Figure 4. Alcohol Induces ROS Production and this Effect is Inhibited by Antioxidants and TSA

SK-N-MC (1 × 10⁵ cells) were incubated in 96-well plates overnight. Then, the cells were pre-incubated with TSA or antioxidants: uric acid (50 µM) or catalase (0.001 mg) for 2 hours, DCF-DA (100 µM) for 1 hour, then treated with EtOH or H₂O₂ (50 µM). Levels of ROS were measured with the Biotek Synergy HT plate reader. The fluorescence was detected at 485 excitation and at 528 emission spectra. Data are expressed as mean ± SE of RFU values of six independent experiments. A value of p ≤ 0.05 was indicative of significance. # represents significance compared to control. * represents significance compared to EtOH treatment.

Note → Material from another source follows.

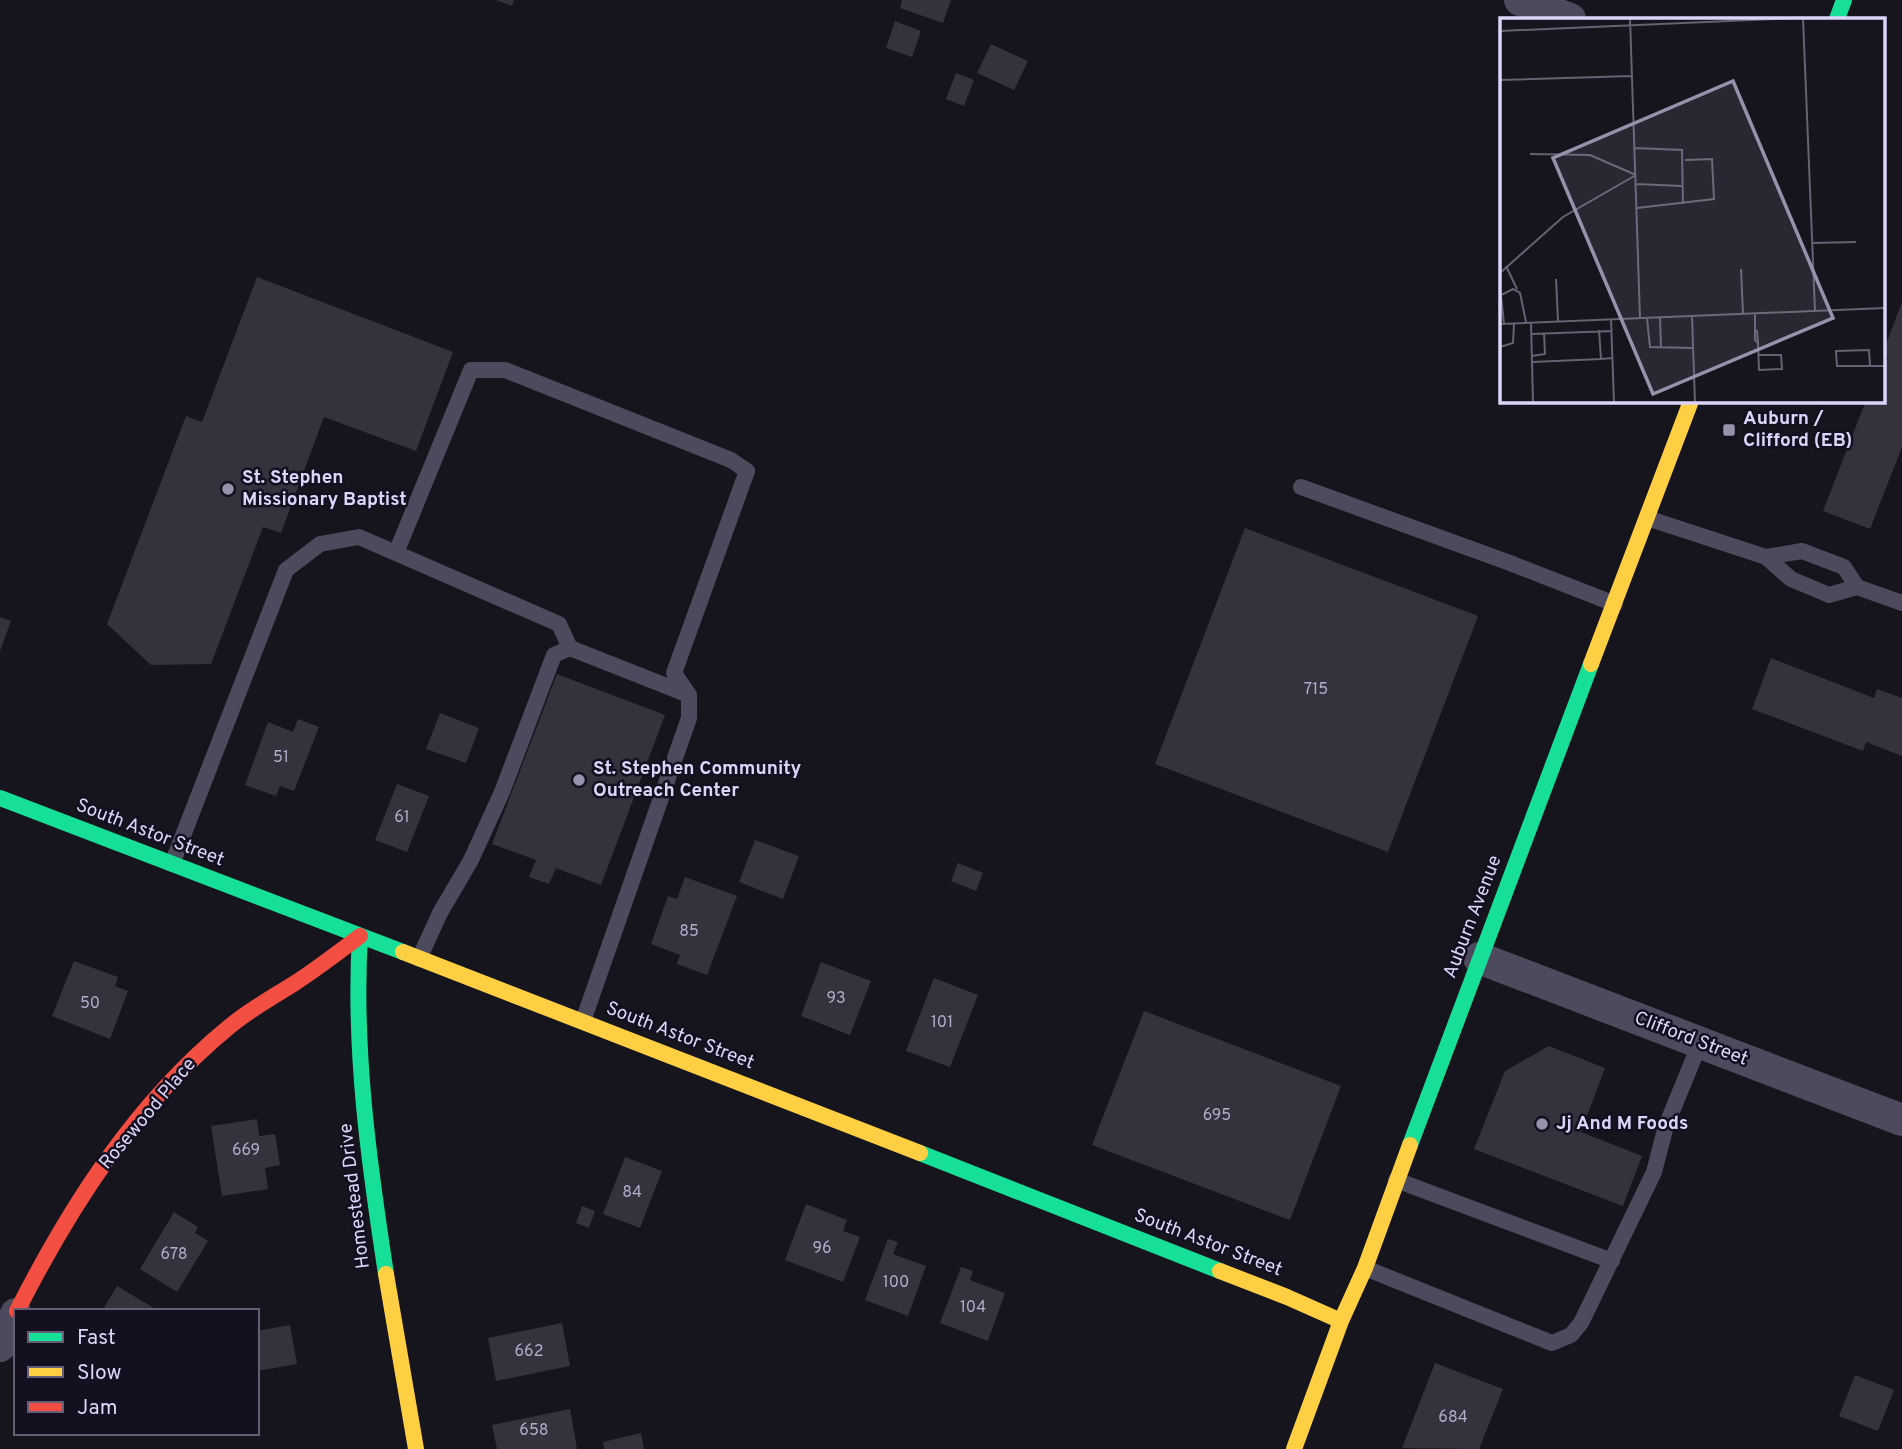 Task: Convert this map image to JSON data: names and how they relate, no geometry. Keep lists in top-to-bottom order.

Figure 5. Alcohol-induced ROS Production as Measured by Fluorescence Microscopy

SKN-MC (1 × 10⁵ cells) were incubated in 96-well plates overnight. Then, the cells were pre-incubated with TSA or antioxidants: uric acid (50 µM) or catalase (0.001 mg) for 2 hours, DCF-DA (100 µM) for 1 hr., then treated with EtOH (0.1–0.2 %) H₂O₂ (50 µM) was used as a positive control. Reactive oxygen species were observed using fluorescence microcopy. Fluorescence images were captured with an Olympus IX51 microscope. Images are representative of three independent experiments.

Figure 6. Alcohol Induces HDAC2 Gene Expression and this Effect is Inhibited by Antioxidants

After reaching confluency, SK-N-MC were pre-treated with TSA (50 nM) for 2 hrs, then treated with EtOH (0.1%) for 24 hrs. After incubation, cells were harvested, RNA was extracted and reverse transcribed followed by qRT- PCR for HDAC2 and endogenous GAPDH and 18S rRNA, gene expression. Data are expressed as mean ± SEM of TAI values of three independent experiments. # represents significance compared to control. * represents significance compared to EtOH treatment.